When comparing Snowplow numbers against GA, we recommend starting by looking at page views by page URL. There is very little business logic associated with recording a page view, so these numbers should typically agree very closely, with Snowplow reporting higher numbers because we don’t remove bots from the list. (Note that GA will remove many more bots than are identified by the user agent parsing libraries that are available with Snowplow. The size of the discrepancy then reflects how much bot traffic your site attracts - we see it varying between 3 and 15% for e.g. jobs boards and other sites that attract crawlers.)
Often carrying out the above step throws up differences in tracking implementation between GA and Snowplow. (E.g. pages that are missed with one and not the other.)
If those two numbers agree then explore the difference in unique visitors by page. Both Google and Snowplow primarily base this number on a first party cookie, so again our expectation is that they should be pretty close, with Snowplow reporting higher numbers because of bots.

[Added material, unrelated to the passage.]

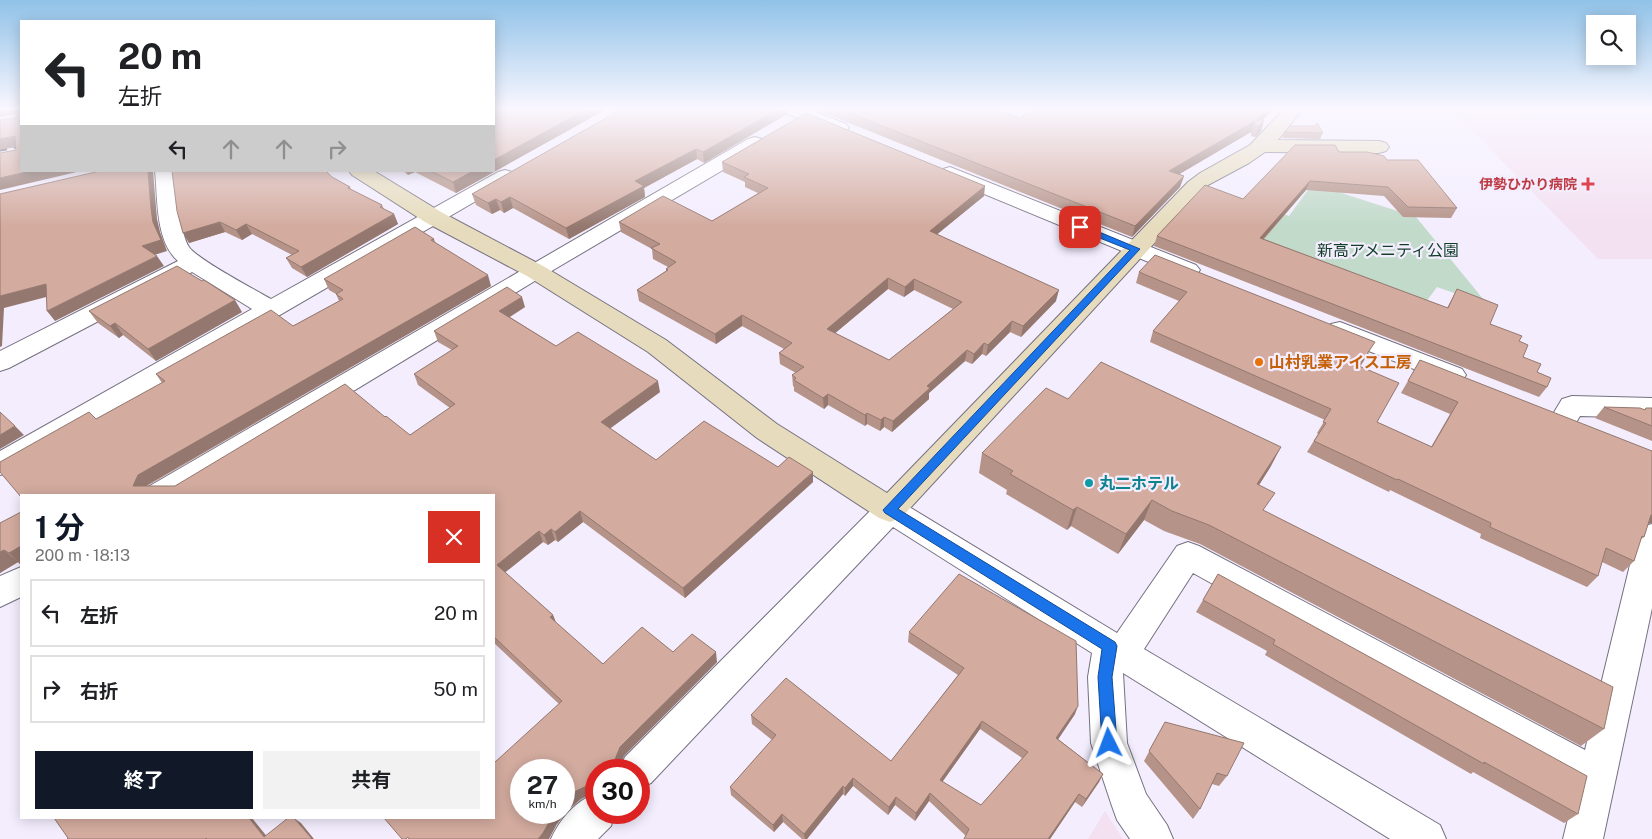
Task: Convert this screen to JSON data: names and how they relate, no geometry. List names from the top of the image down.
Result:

In general we recommend avoiding comparing session numbers. The GA sessionization logic is very specific (and advertiser-friendly) - the sessionization that the Snowplow JS tracker supports out of the box follows the Adobe simple 30 minute timeout model. If you must compare session numbers we have a guide (incl. SQL):
So to summarise: my guess is that an implementation difference accounts for the very large discrepancy you’ve seen - unless you’re a site that attracts a lot of bots. (In which case - how do you filter these out when comparing?) I take it that your Snowplow numbers are higher, which makes me wonder if your GA coverage isn’t 100%? This should become clear once you start slicing the numbers by URL. It would also be worth understanding if you’ve done anything on the GA side to cusomize how uniques are identified (e.g. passing in your own user identifiers)?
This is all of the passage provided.